Pandemi süreci evde karantinada bol bol oyun okuyor film izliyorum.Hergün düzenli spor yapıyorum ve yeni oyunumu yazıyorum.İlk perdesi bitti. Adı Son gülüşte aşk.Belki önümüzdeki sezon onu yaparım.Şu salgın biter bitmez eğitimlerime ve oyunlarıma dönmek istiyorum tabi.
 Oyunculuk hayatınız da rol aldığınız ve oynarken zorlandığınız bir karakter var mıydı?
Çok yok ama 2000 ile 2005 arası alternatif olan ve performansa dayalı oyunlarda fiziksel zorlanmalarım olurdu.Şimdiki gibi komedi yada popcorn oyunlar oynamıyorduk.Gençlik ateşi işte...

 Son olarak SinemaPort okurlarına ve sizi sevenlere neler söylemek istersiniz?
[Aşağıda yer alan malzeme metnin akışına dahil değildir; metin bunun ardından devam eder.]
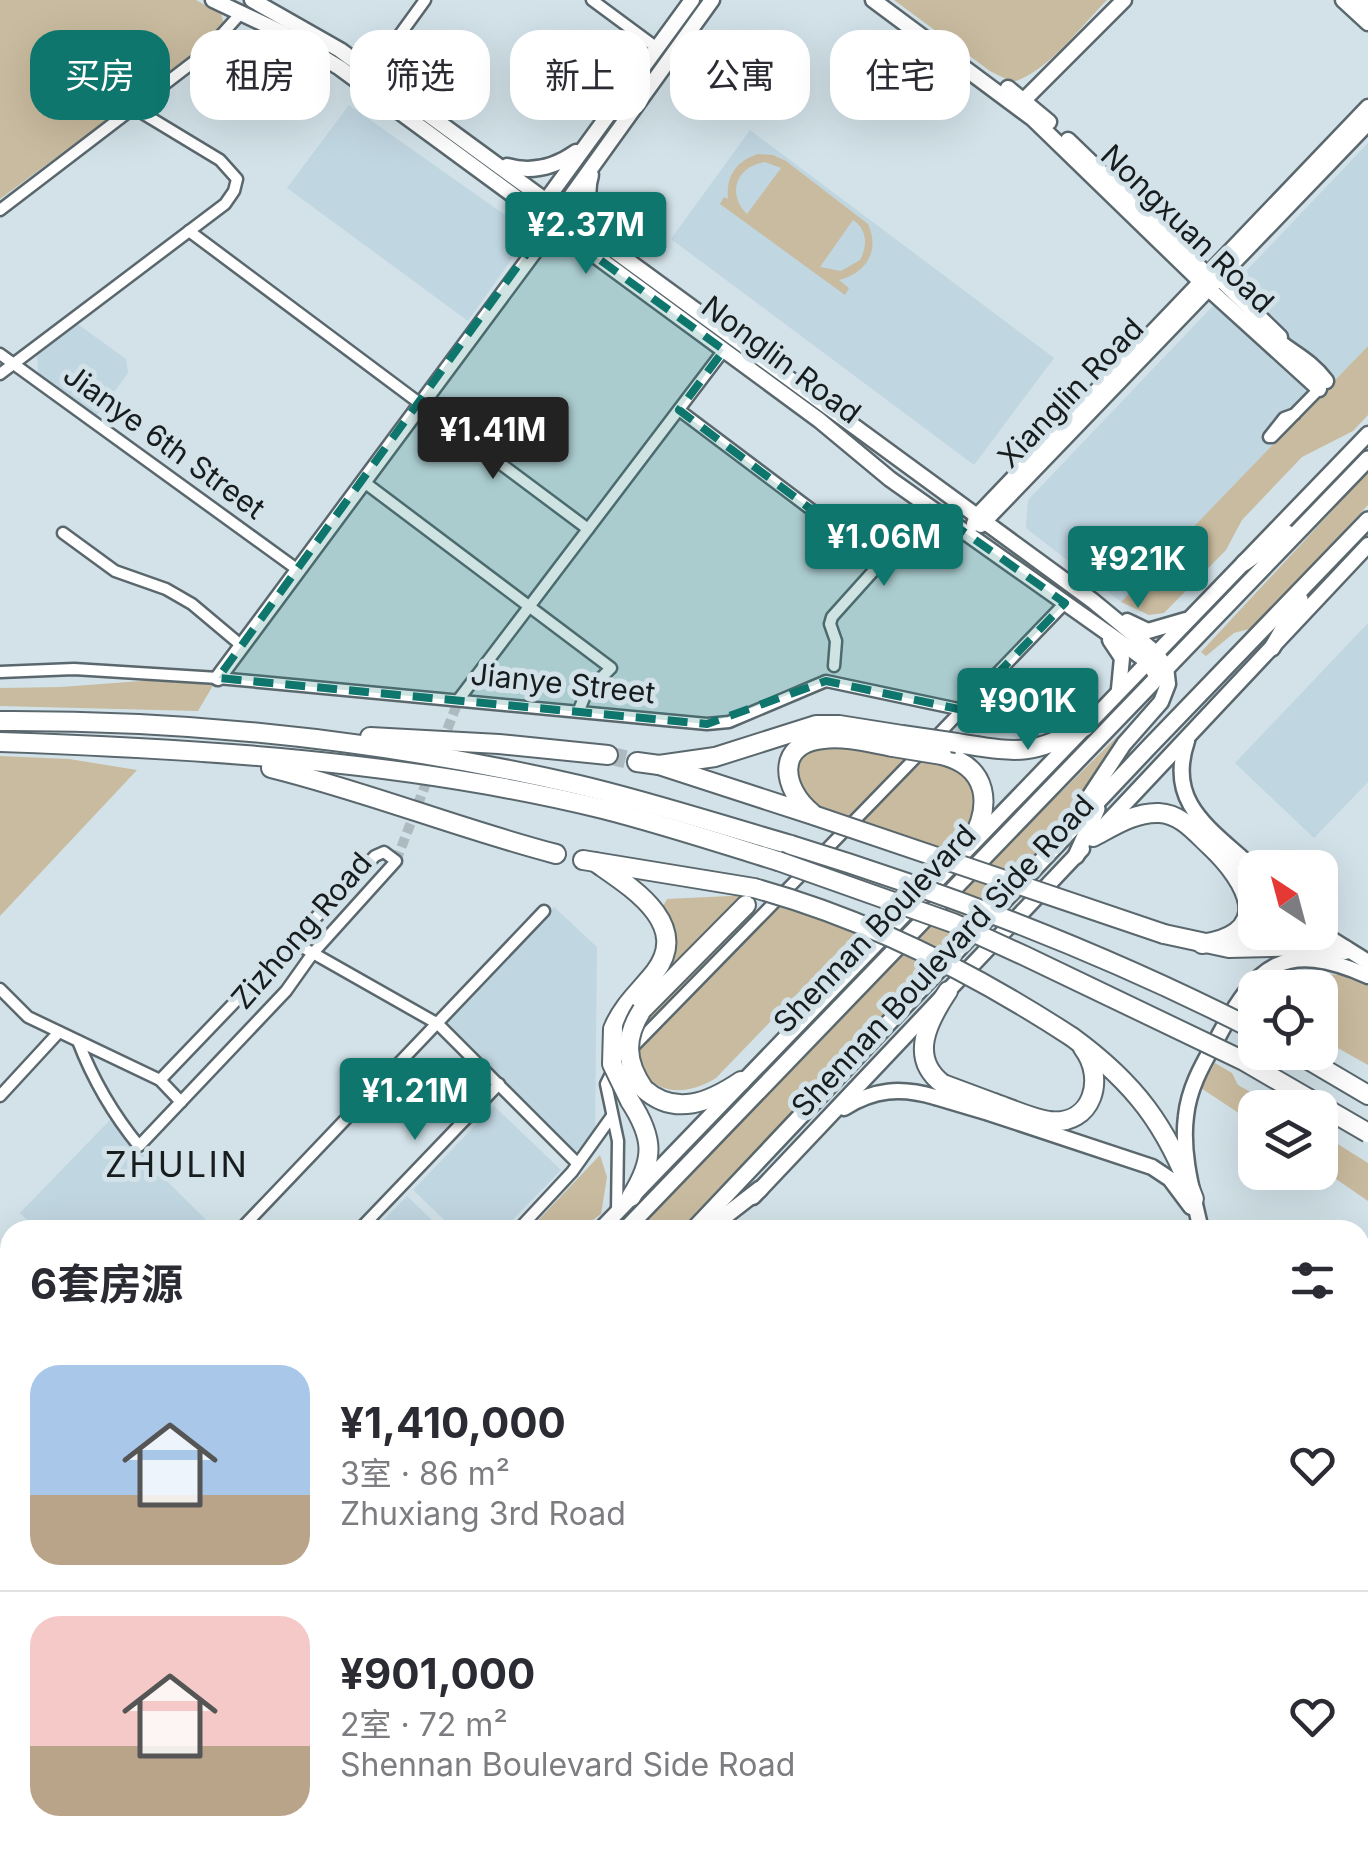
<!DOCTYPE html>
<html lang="zh">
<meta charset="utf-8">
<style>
body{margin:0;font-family:Inter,"Noto Sans SC",sans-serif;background:#f7f7f7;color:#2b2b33;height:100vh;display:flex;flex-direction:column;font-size:38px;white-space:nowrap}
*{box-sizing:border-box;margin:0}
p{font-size:32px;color:#7c7c81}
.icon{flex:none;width:55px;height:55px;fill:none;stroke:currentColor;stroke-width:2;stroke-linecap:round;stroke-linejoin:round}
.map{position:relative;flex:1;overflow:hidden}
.drawer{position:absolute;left:0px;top:1220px;width:1370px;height:640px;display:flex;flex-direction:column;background:#fff;border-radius:30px 30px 0 0;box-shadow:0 10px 40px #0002}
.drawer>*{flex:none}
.banner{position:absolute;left:30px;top:30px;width:1310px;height:90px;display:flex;gap:20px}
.needle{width:65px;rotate:324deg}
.fabs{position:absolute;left:1238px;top:850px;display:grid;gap:20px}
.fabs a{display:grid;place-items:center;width:100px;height:100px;border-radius:20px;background:#fff;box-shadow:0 10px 40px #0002;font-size:50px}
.price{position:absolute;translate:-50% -85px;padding:0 22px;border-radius:10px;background:#0f766e;color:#fff;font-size:32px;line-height:65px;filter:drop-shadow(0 2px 5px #0008)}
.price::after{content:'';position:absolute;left:50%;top:60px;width:30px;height:22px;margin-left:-15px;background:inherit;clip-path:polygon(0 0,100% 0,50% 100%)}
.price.active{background:#222;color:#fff}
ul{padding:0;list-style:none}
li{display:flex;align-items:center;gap:30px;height:250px;padding:0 30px}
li+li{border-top:2px solid #e1e1e2}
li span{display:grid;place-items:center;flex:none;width:280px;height:200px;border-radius:30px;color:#555}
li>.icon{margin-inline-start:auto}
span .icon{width:120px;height:120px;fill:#fffc;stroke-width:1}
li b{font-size:42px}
h2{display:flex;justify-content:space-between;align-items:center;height:120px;padding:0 30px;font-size:42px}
.pill{padding:0 35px;border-radius:30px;background:#fff;box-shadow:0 10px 40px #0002;font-size:35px;line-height:90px}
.pill.active{background:#0f766e;color:#fff}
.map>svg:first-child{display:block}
</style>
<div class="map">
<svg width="1368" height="1860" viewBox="0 0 1368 1860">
<rect width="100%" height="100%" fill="#d2e2e8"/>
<g fill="#c0d6e1">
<path d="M349 105 525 229 526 239 468 321 287 188Z"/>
<path d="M750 130 1054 358 974 465 671 239Z"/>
<path d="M1368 143V346L1121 602 1026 528 1028 500Z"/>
<path d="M76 323 126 359 128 373 97 415 38 372 37 352Z"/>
<path d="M1368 623V782L1314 838 1235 763Z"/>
<path d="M554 907 597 947 595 1133 576 1151 445 1023Z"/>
<path d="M494 1106 561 1170 503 1230H455L413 1190Z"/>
<path d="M111 1119 168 1182 216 1230H37L20 1213Z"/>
<path d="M407 1196 442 1230H374Z"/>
</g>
<g fill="#c9bb9f" fill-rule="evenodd">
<path d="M0 0H196L221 14 225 28 201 50 0 199Z"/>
<path d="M894 0H1107C1082 25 1046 74 1012 82L990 71Z"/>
<path d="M758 154 773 155 786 161 868 224C880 250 867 273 839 280L849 288 845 295 720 204 724 197 728 199C726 176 736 161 758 154ZM765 162 781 168 747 214C726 193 737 166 765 162ZM853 220C867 229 868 245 860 260L841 271 820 267Z"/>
<path d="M1368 346V415L1353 431 1302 457 1242 520 1226 550 1164 613 1149 615 1121 602Z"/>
<path d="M1368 472V505L1253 628 1234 633 1206 656 1201 652Z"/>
<path d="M168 679 215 682 198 711 0 706V688L61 687Z"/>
<path d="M1135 719 1090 789 1045 838 1024 870 680 1230H637L988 864Z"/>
<path d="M833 745 955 766 981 793 969 830 945 852 816 812 804 801 794 769 806 752Z"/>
<path d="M0 756 69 759 137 770 0 916Z"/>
<path d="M750 895 742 899 656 986C678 956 682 941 662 908L667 899Z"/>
<path d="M782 905 857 932 716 1078C663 1111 620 1073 646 1016L752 911Z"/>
<path d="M1289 971 1340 975 1368 986V1065L1320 1038V988H1256Z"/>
<path d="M1215 1063 1232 1073 1238 1085 1277 1107 1255 1108V1124L1201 1088Z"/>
<path d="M1320 1133 1368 1163V1201L1320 1168Z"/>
<path d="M600 1155 607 1177 601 1214 579 1230H529Z"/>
<path d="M823 1850H914L921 1860H809Z"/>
<path d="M936 1850H1048L1054 1858 943 1860Z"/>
</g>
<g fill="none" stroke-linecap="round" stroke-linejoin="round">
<g stroke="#adbac0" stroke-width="10" stroke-dasharray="10 5" stroke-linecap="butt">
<path d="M442 743 459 699"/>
<path d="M396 861 430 773"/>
</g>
<path stroke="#adbac0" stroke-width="18" stroke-dasharray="18 9" stroke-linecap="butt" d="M608 755 637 762"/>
<defs>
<g id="street">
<path d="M592 0 657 48"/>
<path d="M370 76 425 0"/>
<path d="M0 210 204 54 242 12"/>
<path d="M189 231 588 529"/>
<path d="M0 354 298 570"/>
<path d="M0 374 225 204 234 191 237 179 220 160 134 108"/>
<path d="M679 410 881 562"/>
<path d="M1295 414 1284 418 1269 437H1272L1321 387"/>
<path d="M364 482 611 668 586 693 579 710"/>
<path d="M63 533 115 571 166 589 192 604 242 646"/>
<path d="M834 666 836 641 830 624 832 617 930 508"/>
<path d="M0 672 74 669 218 678 707 724 729 722 826 681 963 710"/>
<path d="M459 699 724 350"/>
<path d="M934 739 1065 603"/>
<path d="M819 857 922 751"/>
<path d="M302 934 304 948 438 1024 577 1163"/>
<path d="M0 989 28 1017 160 1080 181 1102"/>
<path d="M78 1041C93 1080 112 1113 139 1146L286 991 313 953 396 861 384 852 375 856 160 1080"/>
<path d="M630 1050 807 869"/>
<path d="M615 1066 606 1084 618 1141 617 1212"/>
<path d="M0 1096 59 1032"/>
<path d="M240 1230 544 911"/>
<path d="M359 1230 499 1084"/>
<path d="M518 1230 572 1172 612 1116"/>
<path d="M0 1351 10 1361"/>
<path d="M0 1605 10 1595"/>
<path d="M0 1771 10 1761"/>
</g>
<g id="secondary">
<path d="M213 0 281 32 340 68 819 420 890 479 1126 646 1148 662 1157 677"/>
<path d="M252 0 340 50 1093 601 1156 653 1166 667 1168 684 1161 702 1124 744 1075 818"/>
<path d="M873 0 1033 119 1200 281 1319 389"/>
<path d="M1343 0 1368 23"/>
<path d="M1359 0 1368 9"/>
<path d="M1008 88 1049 122"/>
<path d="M1021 103 1124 0"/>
<path d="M1068 140 1211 278"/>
<path d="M507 166C532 173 555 167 576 152"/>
<path d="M591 175C584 198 592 219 605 239"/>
<path d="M548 207 547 199 692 0"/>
<path d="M1221 274V280L1280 337"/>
<path d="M1270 334C1289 352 1309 358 1326 381"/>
<path d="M974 524 977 516 1368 107"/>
<path d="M981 525 1368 123"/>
<path d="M1127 621 1148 631 1186 620"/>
<path d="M1110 640 1122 658 1119 689"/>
<path d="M218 678 540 244 549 223 561 210 712 0"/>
<path d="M1187 741C1165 805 1213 830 1255 870"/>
<path d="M1100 830 1368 545"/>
<path d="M1320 932 1368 962"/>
<path d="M844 1108C874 1089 901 1087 935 1097"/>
<path d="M989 1113 1152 1167 1170 1179 1191 1207"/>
<path d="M753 1197 1082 849"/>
<path d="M600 1230 1368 434"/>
<path d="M1201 1230C1193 1194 1181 1154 1186 1116 1189 1087 1203 1064 1217 1039 1256 965 1284 939 1368 976"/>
<path d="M0 1647 10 1656"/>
<path d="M208 1850 219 1860"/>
<path d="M234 1850 244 1860"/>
<path d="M5 1860 15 1850"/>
<path d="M561 1860 567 1850"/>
<path d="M583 1860 589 1850"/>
</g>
<g id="primary">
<path d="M1244 563 1287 533"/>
<path d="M1272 648 1300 599"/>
<path d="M1076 856 1097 809"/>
<path d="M625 1230 1368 459"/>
<path d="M693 1230 1150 746 1368 520"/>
<path d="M707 1230 760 1189"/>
<path d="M28 1860 37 1850"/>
<path d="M94 1860 107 1850"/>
</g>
<g id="highway">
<path d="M0 721C195 720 389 741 579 785 651 802 721 825 791 845"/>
<path d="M370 737 499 744 608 755"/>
<path d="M0 742C201 749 407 761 603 809 662 824 720 843 778 861"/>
<path d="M957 743C1015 752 1031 757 1084 727"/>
<path d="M942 755C989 767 992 805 971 842"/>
<path d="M637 762 659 765 816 816"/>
<path d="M659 765 715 757 816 725H839L902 735"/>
<path d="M271 768C368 792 460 829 556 854"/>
<path d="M812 813C782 789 775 744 823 739 845 736 871 743 893 747"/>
<path d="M1093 837C1114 826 1135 812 1159 813 1181 814 1195 832 1210 846 1248 882 1276 933 1202 944"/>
<path d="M583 860 754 888"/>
<path d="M595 862C629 886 692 923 655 972 640 991 622 1006 613 1029"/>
<path d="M1164 934 1229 948 1313 946 1345 950"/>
<path d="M642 1010 746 905"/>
<path d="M1072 1037C1135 1083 1167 1126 1194 1199"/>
<path d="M1295 1052 1368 1095"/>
<path d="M943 1084C908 1058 928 1021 948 991"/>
<path d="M644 1089C675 1117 710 1102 741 1081"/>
<path d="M630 1101C654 1138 655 1159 631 1197"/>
<path d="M994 1103C1012 1109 1030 1118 1049 1121 1093 1126 1106 1078 1083 1048"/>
<path d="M1366 1393H1368"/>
</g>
</defs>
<use href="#street" stroke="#5a686e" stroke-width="15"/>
<use href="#secondary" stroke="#5a686e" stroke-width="19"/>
<use href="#primary" stroke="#5a686e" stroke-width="20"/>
<use href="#highway" stroke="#5a686e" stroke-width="22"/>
<use href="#street" stroke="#fff" stroke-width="10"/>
<use href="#secondary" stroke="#fff" stroke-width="14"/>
<use href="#primary" stroke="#fff" stroke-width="15"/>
<use href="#highway" stroke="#fff" stroke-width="18"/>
<defs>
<path id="secondary-bridge" d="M935 1097 989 1113"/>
<g id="highway-bridge">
<path d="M902 735 957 743"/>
<path d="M893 747 942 755"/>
<path d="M816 816 1164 934"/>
<path d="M791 845C951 894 1106 954 1255 1030"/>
<path d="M778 861 953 923 1025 956 1244 1061 1368 1133"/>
<path d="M754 888C867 919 974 973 1072 1037"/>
<path d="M642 1010C624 1038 625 1062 644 1089"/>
<path d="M613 1029 612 1064 630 1101"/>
<path d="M943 1084 994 1103"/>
</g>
</defs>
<use href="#secondary-bridge" stroke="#5a686e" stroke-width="19" stroke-linecap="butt"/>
<use href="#highway-bridge" stroke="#5a686e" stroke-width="22" stroke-linecap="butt"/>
<use href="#secondary-bridge" stroke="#fff" stroke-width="14"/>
<use href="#highway-bridge" stroke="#fff" stroke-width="18"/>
</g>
<path fill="#0f766e" fill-opacity="0.2" stroke="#0f766e" stroke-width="8" stroke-dasharray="20 12" stroke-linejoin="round" d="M549 223 724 350 679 410 881 562 930 508 1065 603 963 710 826 681 707 724 218 678Z"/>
<g text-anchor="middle" stroke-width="10" stroke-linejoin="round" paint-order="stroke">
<g font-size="30" fill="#171c1e" stroke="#d2e2e8">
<text transform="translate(1187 229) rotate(44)" y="10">Nongxuan Road</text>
<text transform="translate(781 360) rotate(37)" y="10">Nonglin Road</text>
<text transform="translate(1071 393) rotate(-46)" y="10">Xianglin Road</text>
<text transform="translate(164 442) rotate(36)" y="10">Jianye 6th Street</text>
<text transform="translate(563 684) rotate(6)" y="10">Jianye Street</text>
<text transform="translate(875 929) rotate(-46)" y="10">Shennan Boulevard</text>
<text transform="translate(302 931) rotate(-49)" y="10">Zizhong Road</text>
<text transform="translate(943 956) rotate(-47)" y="10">Shennan Boulevard Side Road</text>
</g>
<g font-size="35" letter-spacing="2.5" fill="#171c1e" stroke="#d2e2e8">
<text x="177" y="1177">ZHULIN</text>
</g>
</g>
</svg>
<div class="fabs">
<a><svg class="needle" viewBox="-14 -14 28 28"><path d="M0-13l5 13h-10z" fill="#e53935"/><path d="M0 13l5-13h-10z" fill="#7c7c81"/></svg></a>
<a><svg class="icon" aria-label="locate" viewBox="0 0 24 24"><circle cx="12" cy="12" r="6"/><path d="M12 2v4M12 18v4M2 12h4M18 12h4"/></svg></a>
<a><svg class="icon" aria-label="layers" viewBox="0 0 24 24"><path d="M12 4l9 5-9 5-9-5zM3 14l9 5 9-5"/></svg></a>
</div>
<b class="price" style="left:586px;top:277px">¥2.37M</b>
<b class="price active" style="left:493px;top:482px">¥1.41M</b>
<b class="price" style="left:884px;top:589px">¥1.06M</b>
<b class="price" style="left:1138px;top:611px">¥921K</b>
<b class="price" style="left:1028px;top:753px">¥901K</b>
<b class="price" style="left:415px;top:1143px">¥1.21M</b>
<div class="banner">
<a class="pill active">买房</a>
<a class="pill">租房</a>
<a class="pill">筛选</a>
<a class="pill">新上</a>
<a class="pill">公寓</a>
<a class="pill">住宅</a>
</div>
<section class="drawer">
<h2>6套房源<svg class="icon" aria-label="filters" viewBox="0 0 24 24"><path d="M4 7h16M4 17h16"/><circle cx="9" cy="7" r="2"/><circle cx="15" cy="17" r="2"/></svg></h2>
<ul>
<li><span style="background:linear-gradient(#a9c7e8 65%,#b9a48a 0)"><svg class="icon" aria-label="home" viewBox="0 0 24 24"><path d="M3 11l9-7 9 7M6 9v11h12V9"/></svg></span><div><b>¥1,410,000</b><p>3室 · 86 m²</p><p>Zhuxiang 3rd Road</p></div><svg class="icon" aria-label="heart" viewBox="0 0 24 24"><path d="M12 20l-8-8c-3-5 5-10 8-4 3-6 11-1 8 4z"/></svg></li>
<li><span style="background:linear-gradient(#f6c9c9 65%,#b9a48a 0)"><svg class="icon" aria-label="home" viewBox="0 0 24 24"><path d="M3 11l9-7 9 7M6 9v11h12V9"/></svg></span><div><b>¥901,000</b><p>2室 · 72 m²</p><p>Shennan Boulevard Side Road</p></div><svg class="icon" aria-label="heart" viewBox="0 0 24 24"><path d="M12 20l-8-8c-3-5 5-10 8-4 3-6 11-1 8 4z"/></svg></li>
</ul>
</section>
</div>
Öncelikle herkes gibi şu lanet salgın süresini tüm insanlığın en az zararla kapatmasını temenni ediyorum.İnsanların tekrar kucaklaşıp yan yana olabildikleri beraber eğlenebildikleri bir normale dönmeleri en büyük duam.Bizim sektör içinse ,ekmeğini sahneden teriyle kazanan oyuncusundan, müzisyenine ,set işçisinden, sanatçısına kadar herkes inşallah tekrar ekmeklerine tutunup işlerine dönebilirler.Size de teşekkürler bana vakit ve yer ayırdığınız için.İnşallah beraberce bu günleri ileride acı bir gülümseme ile hatırlarız.Bir süre daha evde kalacağız  ama daha güçlü döneceğiz, zira hayat eve sığar ama sanat eve sığmaz.